(Beginning of DATA EXCERPTS)
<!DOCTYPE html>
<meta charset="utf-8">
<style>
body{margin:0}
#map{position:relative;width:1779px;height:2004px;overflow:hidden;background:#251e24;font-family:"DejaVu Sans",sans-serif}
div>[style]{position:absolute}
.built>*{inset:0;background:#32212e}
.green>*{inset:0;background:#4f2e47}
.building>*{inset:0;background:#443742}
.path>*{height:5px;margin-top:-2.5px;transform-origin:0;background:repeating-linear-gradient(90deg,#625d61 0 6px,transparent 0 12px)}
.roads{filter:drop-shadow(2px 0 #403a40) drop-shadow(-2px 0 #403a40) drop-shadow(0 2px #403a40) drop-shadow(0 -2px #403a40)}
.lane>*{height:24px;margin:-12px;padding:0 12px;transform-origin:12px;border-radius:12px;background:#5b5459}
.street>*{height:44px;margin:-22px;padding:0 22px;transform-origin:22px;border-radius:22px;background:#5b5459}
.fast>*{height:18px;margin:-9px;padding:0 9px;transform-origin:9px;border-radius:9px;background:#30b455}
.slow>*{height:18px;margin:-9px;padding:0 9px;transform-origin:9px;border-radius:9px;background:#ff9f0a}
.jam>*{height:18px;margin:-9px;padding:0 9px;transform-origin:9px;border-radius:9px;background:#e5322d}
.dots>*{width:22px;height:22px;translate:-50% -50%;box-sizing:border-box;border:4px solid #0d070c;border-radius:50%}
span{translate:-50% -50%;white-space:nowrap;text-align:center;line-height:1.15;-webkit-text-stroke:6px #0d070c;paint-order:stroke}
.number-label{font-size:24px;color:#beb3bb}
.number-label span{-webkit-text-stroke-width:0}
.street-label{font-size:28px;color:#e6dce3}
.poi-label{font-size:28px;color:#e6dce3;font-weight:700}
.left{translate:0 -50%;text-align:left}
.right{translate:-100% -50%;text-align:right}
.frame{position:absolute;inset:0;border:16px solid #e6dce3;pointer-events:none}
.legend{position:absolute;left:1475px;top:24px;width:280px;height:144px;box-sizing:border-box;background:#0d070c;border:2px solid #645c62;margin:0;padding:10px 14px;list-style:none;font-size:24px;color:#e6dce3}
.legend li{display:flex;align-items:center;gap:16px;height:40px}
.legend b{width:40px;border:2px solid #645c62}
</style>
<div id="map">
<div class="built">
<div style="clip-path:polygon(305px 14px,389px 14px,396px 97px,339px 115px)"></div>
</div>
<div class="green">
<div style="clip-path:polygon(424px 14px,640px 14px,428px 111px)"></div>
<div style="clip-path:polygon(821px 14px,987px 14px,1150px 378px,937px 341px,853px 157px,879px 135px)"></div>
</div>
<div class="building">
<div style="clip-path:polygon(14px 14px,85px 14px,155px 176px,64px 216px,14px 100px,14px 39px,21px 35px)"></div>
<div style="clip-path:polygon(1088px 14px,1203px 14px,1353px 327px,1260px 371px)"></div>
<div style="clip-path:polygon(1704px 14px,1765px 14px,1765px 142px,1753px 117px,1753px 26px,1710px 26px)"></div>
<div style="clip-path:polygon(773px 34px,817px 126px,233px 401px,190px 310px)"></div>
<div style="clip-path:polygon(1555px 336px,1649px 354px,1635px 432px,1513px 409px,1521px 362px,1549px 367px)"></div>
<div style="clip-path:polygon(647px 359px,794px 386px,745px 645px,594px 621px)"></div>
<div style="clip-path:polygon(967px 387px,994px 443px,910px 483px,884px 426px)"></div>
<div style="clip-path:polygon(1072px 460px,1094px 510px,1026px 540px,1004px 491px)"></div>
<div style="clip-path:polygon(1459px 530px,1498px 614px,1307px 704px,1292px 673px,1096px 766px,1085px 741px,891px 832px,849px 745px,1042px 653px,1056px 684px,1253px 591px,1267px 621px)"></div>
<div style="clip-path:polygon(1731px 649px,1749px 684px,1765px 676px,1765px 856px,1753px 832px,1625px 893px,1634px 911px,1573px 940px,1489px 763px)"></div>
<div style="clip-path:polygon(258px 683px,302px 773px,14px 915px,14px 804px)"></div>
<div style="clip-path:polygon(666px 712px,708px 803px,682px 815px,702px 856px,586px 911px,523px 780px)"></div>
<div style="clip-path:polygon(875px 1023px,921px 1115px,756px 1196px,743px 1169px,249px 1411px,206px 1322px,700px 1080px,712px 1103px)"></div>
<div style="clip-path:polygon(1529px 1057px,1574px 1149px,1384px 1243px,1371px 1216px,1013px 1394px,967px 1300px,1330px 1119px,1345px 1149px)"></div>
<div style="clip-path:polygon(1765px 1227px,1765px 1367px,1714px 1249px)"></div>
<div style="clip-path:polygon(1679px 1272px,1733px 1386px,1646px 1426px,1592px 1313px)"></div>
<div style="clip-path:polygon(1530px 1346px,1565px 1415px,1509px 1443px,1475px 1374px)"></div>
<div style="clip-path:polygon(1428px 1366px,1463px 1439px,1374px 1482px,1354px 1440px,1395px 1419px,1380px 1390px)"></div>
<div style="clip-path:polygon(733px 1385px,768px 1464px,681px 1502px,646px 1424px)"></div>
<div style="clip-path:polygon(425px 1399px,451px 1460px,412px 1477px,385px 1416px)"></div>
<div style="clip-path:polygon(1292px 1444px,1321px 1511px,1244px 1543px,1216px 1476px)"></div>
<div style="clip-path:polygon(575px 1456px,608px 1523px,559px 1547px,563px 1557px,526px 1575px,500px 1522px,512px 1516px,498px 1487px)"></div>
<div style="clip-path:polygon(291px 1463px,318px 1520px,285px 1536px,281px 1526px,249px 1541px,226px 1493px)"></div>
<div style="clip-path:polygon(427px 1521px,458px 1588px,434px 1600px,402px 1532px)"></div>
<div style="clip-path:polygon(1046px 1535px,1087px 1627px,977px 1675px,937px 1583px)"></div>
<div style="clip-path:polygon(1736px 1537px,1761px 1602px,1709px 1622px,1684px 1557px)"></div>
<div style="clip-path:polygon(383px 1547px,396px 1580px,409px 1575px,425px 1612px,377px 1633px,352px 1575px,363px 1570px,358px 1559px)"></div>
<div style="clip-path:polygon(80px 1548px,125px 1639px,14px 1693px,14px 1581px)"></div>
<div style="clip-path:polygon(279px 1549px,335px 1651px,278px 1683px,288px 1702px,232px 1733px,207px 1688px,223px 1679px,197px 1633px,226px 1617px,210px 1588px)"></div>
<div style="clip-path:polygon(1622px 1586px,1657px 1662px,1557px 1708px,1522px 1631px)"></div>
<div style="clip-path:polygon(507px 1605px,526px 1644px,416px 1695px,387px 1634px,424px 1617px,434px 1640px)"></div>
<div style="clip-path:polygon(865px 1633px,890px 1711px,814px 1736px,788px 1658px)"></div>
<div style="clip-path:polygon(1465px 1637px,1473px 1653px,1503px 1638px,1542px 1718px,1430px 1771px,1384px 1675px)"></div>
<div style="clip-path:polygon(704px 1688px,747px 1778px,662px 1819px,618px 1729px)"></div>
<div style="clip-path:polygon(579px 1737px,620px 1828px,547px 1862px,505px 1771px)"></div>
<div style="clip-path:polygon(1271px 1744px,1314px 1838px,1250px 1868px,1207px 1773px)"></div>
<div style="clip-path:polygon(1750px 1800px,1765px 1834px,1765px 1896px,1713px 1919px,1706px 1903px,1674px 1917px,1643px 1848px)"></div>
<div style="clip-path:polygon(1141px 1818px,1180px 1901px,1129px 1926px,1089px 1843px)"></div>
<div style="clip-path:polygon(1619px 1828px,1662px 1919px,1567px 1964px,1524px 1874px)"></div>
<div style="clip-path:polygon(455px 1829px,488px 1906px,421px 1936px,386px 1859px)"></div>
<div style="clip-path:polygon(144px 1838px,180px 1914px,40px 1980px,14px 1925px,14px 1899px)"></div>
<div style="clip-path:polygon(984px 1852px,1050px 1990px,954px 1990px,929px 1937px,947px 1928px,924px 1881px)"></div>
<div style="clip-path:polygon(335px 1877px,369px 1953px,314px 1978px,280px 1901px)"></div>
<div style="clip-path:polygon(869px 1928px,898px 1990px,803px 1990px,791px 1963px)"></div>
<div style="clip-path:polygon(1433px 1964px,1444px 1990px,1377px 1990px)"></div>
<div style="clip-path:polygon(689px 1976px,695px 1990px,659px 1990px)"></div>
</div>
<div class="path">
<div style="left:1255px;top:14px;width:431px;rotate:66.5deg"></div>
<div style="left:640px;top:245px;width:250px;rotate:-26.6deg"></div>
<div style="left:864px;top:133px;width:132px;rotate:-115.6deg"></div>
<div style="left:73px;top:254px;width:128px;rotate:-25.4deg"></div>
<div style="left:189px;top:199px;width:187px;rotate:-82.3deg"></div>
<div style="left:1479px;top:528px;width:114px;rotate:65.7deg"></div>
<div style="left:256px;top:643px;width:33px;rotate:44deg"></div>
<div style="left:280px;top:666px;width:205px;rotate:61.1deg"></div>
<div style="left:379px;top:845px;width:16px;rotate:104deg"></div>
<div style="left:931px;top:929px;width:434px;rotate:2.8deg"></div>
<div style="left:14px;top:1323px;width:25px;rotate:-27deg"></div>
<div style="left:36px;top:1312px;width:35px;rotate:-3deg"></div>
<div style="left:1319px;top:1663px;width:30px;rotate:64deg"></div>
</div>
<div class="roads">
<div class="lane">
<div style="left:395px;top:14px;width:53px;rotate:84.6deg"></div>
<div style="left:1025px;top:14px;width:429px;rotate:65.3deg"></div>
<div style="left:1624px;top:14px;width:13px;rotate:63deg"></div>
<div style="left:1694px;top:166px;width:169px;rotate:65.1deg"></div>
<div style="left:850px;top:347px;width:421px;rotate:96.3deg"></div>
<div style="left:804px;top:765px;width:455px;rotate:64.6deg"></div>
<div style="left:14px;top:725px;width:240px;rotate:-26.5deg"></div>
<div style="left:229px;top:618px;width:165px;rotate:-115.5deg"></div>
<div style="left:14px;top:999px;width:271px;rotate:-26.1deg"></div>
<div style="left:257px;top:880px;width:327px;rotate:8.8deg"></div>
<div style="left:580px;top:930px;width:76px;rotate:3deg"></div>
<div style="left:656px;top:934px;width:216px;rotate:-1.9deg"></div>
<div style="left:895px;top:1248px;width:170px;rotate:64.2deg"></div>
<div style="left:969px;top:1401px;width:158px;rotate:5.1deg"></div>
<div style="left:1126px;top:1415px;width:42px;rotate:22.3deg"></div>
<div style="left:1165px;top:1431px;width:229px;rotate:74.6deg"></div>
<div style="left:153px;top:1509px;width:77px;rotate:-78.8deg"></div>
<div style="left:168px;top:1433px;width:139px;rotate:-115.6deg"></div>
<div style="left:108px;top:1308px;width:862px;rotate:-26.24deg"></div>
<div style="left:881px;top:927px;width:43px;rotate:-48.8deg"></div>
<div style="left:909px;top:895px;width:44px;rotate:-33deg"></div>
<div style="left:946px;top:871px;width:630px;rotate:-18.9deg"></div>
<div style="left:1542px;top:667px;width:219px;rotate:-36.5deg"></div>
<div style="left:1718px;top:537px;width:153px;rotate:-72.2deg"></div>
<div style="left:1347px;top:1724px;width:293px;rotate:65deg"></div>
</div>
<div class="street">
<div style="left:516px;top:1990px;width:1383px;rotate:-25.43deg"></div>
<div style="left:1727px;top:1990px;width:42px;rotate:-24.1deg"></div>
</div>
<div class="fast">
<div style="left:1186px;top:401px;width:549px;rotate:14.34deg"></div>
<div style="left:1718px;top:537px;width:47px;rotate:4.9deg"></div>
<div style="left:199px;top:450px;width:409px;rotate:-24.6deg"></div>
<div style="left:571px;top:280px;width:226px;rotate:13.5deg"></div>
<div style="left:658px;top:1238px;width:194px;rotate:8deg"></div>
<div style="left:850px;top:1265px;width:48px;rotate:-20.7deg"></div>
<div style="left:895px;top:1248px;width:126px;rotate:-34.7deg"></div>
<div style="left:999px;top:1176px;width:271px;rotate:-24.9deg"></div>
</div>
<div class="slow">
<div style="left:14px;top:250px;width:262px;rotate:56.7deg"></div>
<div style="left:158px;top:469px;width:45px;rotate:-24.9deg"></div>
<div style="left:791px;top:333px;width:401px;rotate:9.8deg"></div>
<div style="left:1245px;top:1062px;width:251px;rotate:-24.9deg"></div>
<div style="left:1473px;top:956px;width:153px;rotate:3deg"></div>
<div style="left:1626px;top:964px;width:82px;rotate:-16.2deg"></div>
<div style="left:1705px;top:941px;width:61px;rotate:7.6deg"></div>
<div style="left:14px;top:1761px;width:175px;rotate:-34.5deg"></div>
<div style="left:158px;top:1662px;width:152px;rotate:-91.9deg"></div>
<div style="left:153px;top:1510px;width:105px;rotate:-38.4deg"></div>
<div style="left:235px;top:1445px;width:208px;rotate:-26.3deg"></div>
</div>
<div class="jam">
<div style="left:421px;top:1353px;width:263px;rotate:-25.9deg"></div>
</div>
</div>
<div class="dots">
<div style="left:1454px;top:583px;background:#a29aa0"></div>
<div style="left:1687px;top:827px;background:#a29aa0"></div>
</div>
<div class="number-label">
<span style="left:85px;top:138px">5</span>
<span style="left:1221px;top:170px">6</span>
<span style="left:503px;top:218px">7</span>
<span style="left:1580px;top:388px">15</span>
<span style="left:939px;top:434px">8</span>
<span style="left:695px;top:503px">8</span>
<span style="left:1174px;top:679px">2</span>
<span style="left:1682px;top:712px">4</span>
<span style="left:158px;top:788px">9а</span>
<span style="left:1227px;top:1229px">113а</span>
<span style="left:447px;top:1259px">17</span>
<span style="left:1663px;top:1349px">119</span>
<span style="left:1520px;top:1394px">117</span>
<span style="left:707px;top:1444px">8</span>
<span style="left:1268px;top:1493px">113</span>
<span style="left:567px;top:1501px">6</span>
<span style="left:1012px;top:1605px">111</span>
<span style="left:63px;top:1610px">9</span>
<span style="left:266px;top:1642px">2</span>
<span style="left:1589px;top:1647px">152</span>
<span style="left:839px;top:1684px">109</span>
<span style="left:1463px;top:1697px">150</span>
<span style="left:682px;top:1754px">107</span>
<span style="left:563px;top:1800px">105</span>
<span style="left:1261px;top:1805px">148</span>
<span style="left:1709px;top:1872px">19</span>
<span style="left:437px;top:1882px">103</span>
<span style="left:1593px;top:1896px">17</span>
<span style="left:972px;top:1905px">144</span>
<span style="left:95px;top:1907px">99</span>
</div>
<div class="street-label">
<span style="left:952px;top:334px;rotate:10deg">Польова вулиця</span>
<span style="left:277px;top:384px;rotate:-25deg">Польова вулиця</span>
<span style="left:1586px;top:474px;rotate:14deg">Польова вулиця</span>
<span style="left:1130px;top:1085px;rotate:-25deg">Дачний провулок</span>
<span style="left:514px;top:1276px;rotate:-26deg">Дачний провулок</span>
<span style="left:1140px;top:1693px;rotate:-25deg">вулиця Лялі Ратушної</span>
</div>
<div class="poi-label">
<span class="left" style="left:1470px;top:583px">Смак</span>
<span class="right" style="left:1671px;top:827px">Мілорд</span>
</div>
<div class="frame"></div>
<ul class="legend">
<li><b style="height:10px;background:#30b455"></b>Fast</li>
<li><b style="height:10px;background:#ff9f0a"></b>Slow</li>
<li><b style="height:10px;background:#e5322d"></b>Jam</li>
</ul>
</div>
(End of DATA EXCERPTS)
• _WORK INSTRUCTION_
Exactly as written, repeat each line from the beginning of the data above to the line containing "0 #403a40) drop-shadow(-2px", inclusive.

• _WRITTEN ANSWER_
<!DOCTYPE html>
<meta charset="utf-8">
<style>
body{margin:0}
#map{position:relative;width:1779px;height:2004px;overflow:hidden;background:#251e24;font-family:"DejaVu Sans",sans-serif}
div>[style]{position:absolute}
.built>*{inset:0;background:#32212e}
.green>*{inset:0;background:#4f2e47}
.building>*{inset:0;background:#443742}
.path>*{height:5px;margin-top:-2.5px;transform-origin:0;background:repeating-linear-gradient(90deg,#625d61 0 6px,transparent 0 12px)}
.roads{filter:drop-shadow(2px 0 #403a40) drop-shadow(-2px 0 #403a40) drop-shadow(0 2px #403a40) drop-shadow(0 -2px #403a40)}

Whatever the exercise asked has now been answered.